School of Visual Arts presents “Constellations,” an exhibition of works by SVA students and recent graduates selected by a jury of their peers. Organized by SVA Galleries, “Constellations” is on view Saturday, July 21, through Saturday, August 11, at the SVA Chelsea Gallery, 601 West 26th Street, 15th floor, New York City.
“Constellations” comes from the sociological theory of intersectionality, asserting that all elements of identity—most notably gender, sexuality, race and class—are interwoven. Each marker cannot be fully understood without acknowledging the contextualizing factors surrounding it. The students in this exhibition utilize the multiplicities within identity to create personal yet socially engaged work.

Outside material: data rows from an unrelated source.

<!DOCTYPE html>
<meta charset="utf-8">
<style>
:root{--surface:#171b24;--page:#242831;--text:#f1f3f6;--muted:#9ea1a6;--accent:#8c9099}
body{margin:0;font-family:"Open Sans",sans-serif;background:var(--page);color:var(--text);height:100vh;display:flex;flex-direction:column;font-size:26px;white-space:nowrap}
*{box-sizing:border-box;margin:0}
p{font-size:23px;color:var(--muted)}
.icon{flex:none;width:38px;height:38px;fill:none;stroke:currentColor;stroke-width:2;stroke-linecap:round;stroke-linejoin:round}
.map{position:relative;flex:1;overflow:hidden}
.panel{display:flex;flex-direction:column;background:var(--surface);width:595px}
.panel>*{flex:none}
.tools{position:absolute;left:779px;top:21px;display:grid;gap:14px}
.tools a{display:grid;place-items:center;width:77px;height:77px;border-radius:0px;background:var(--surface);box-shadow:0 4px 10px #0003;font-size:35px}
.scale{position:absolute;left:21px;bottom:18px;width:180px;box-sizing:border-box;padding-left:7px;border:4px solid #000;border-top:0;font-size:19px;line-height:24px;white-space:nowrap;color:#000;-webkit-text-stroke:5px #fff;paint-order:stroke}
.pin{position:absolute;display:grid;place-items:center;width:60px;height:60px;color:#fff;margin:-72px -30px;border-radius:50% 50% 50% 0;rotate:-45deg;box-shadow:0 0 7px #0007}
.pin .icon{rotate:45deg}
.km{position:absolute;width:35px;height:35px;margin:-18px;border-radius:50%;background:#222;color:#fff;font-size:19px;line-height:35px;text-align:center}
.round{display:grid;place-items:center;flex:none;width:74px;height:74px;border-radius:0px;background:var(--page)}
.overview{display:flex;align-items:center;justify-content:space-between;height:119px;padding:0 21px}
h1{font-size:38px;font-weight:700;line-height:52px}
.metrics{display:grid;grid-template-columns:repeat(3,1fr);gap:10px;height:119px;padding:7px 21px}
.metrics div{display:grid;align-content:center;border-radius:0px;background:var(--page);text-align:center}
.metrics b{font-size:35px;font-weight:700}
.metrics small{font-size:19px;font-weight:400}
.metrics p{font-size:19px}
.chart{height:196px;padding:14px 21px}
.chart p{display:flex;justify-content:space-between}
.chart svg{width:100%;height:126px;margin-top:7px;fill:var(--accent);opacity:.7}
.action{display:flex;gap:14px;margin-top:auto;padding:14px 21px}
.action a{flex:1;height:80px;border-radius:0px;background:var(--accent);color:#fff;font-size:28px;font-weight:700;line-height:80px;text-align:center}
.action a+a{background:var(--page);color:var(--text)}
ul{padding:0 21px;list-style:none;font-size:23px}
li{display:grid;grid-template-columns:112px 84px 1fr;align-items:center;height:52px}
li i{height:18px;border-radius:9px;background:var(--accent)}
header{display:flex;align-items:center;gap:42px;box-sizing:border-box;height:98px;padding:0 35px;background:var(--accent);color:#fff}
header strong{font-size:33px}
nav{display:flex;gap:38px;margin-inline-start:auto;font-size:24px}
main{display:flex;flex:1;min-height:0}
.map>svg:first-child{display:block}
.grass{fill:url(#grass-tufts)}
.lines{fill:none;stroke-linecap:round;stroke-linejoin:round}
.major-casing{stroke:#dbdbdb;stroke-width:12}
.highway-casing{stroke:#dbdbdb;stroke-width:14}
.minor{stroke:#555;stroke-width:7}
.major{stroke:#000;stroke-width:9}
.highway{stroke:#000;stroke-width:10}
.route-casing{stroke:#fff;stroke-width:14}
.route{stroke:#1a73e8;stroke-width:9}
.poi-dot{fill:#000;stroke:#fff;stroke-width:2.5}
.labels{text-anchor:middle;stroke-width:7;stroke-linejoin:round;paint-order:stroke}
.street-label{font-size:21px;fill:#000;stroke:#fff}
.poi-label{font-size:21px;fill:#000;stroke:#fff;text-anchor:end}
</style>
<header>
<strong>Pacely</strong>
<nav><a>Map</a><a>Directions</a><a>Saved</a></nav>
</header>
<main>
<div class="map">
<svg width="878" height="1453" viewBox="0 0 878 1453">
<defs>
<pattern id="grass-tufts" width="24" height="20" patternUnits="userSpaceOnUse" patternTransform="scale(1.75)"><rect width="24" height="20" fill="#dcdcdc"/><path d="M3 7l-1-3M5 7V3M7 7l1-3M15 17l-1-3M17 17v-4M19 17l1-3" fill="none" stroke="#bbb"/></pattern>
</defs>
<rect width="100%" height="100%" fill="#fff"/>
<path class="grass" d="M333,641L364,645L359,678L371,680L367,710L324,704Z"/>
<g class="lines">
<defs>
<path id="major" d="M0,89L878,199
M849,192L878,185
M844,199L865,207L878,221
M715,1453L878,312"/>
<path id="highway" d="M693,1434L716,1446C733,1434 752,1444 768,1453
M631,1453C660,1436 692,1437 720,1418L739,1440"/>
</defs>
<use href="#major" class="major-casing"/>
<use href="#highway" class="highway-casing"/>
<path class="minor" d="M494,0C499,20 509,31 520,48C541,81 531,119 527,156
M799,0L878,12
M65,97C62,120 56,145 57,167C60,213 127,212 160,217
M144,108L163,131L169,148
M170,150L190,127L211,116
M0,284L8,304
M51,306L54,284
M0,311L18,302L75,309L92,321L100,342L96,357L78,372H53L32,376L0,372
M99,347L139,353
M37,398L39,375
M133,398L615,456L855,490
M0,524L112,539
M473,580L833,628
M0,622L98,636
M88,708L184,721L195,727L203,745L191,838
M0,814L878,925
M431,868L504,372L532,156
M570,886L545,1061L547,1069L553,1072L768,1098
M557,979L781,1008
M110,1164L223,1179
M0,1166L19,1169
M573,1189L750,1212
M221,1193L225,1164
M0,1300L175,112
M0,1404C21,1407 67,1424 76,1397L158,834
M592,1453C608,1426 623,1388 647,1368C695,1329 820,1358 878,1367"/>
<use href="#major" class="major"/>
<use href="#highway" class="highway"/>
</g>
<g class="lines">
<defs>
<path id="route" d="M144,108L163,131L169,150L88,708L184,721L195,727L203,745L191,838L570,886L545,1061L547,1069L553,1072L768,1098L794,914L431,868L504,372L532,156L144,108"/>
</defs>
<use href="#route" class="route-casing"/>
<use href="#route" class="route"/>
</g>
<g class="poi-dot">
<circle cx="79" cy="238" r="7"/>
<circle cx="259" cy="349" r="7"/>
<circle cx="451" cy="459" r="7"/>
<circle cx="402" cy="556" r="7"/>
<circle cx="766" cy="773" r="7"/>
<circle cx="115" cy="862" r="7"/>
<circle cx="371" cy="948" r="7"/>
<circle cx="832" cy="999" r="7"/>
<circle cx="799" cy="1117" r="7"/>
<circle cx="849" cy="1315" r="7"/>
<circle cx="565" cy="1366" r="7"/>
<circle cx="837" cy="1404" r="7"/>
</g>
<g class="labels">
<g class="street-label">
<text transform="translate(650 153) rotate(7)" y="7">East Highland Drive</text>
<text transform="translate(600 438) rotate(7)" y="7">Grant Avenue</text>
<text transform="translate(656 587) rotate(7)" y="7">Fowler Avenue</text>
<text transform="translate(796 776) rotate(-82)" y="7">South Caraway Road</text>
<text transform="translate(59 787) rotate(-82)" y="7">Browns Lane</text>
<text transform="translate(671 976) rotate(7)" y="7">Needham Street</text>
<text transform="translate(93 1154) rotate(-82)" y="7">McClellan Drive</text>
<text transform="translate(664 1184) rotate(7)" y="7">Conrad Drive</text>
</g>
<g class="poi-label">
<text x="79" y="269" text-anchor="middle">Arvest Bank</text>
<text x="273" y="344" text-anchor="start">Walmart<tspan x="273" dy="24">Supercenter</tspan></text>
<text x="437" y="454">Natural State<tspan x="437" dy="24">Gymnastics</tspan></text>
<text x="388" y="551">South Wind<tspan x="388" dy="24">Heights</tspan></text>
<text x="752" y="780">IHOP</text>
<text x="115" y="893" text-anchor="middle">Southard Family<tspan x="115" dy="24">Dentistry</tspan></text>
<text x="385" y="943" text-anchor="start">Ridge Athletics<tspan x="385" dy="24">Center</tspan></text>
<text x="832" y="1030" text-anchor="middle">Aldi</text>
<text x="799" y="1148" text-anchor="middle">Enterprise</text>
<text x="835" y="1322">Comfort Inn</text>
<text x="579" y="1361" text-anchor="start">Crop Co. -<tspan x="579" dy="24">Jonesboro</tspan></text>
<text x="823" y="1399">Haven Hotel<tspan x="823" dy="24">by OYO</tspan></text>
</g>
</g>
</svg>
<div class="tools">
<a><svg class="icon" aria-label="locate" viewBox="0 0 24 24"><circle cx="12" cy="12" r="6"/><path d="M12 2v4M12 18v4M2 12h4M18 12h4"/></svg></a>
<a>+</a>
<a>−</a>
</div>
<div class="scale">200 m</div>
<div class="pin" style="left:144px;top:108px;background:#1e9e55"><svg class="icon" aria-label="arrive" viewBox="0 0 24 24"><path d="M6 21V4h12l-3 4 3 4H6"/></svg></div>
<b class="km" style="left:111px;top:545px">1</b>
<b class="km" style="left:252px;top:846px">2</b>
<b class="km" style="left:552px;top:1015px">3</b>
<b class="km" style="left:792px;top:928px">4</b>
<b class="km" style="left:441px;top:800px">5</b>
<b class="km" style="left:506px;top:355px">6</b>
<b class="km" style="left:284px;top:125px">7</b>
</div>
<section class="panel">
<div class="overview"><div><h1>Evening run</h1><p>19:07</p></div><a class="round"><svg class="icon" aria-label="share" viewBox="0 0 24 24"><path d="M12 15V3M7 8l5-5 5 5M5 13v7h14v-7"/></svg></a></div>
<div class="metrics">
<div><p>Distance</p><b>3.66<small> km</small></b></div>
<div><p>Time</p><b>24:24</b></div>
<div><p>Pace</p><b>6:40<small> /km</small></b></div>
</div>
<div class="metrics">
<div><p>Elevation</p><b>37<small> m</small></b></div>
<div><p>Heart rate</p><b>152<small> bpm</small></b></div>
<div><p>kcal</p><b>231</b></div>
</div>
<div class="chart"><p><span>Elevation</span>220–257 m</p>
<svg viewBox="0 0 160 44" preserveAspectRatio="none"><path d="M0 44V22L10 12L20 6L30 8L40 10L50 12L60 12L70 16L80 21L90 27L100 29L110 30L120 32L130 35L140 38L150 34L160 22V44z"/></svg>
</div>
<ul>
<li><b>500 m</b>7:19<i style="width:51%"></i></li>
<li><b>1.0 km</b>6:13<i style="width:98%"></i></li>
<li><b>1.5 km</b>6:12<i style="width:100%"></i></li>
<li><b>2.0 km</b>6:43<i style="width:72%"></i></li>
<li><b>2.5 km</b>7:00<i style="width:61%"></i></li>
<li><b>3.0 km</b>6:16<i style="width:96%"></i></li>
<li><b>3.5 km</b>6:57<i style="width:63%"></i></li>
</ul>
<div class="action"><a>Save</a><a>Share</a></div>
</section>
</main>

Connecting many points across space, these artists explore the complexity and composite nature of human experience.
Rina AC Dweck (MFA Fine Arts) transforms readymade, found objects to illustrate her diasporic Jewish origins, balancing and containing multiple histories and traditions as an American individual with global roots.
Mia Sweeney Gahrmann (BFA Photography and Video) frames her subjects’ self-identified vulnerabilities as strengths rather than weaknesses, making them the focal point of her dynamic black-and-white photographs.
Julianna Ham’s (BFA Visual & Critical Studies) sculptures combine her position as a child of working-class immigrant parents with her active participation in artist communities, exploring labor and what it means to work as a form of social and economic capital.
Isabel Llaguno (MFA Fine Arts) uses currency as material, reflecting upon Ecuadorian society’s collective trauma after losing monetary sovereignty and adopting the American dollar in 2000.
Malkah Manouel’s (BFA Photography and Video) documentary images consider her relation to stereotypes and identity as a first-generation American within a community of Persian-Jewish immigrants.
Brittney Najar (BFA Visual & Critical Studies) presents photographs of a cathartic performance where she and her grandmother style each other based on their own generational perspectives on femininity.
Ka Yu (Ellie) Ng (BFA Illustration) expresses her perceptions of self and the difficulty of sharing feelings with others through acrylic and oil portraiture.
Francena Ottley (BFA Photography and Video) pulls from gender, race, sexuality, femininity and representation to create immersive installations, elevating ideas around black femininity and identity while simultaneously defying stereotypes and biases.
John Rivas (BFA Fine Arts) incorporates his family, roots, surroundings and everyday life as a Latino man living in Newark, New Jersey, into mixed-media paintings made from old disposable camera pictures.
Chelsea Rust (BFA Illustration) uses “kawaii”-inspired elements in her kaleidoscopic paintings to shape characters and confront their relationships to others as viewed through a smeared spectrum of identity.
Max Sarmiento (MFA Fine Arts) paints stories that explore and contextualize his own Ecuadorian roots, as well as the immigrant cultures and histories of those in his New York City neighborhood.
Zac Thompson (MFA Fine Arts) examines romantic love, heteronormativity and the institution of marriage through collage, site-specific charcoal drawings, sculpture and Risograph prints.
S. von Puttkammer (BFA Fine Arts) shares selections from the project “Dear Gustave,” a fictional narrative of a mother who paints her child in the style of Courbet as he grows up without his father.
Hanna Washburn (MFA Fine Arts) creates work made entirely from clothing, mostly her own, which she uses to investigate cultural constructions of femininity and the female body.
Dodo Zhang (MFA Photography, Video and Related Media) questions what it means to be an Asian woman by constructing and photographing hyper-sexualized characters that both push and pull against notions of traditional beauty and femininity.
Fan Zhang (MPS Digital Photography) uses self-portraiture to symbolically represent conflict between her dreams and destiny, between the pressures to conform to tradition by friends and family in her native Beijing and her own independence.
Jo Zixuan Zhou (BFA Illustration) communicates feelings of depression through emotive drawings and paintings, sharing her own struggles with mental health while being an artist.
Juried exhibitions are a way for SVA students to recognize the achievements of their most distinguished classmates. Artists are selected from a large pool of applicants to the annual SVA Galleries call for entries, whose submissions undergo a rigorous examination of presented materials, including documentation of work and artist statements.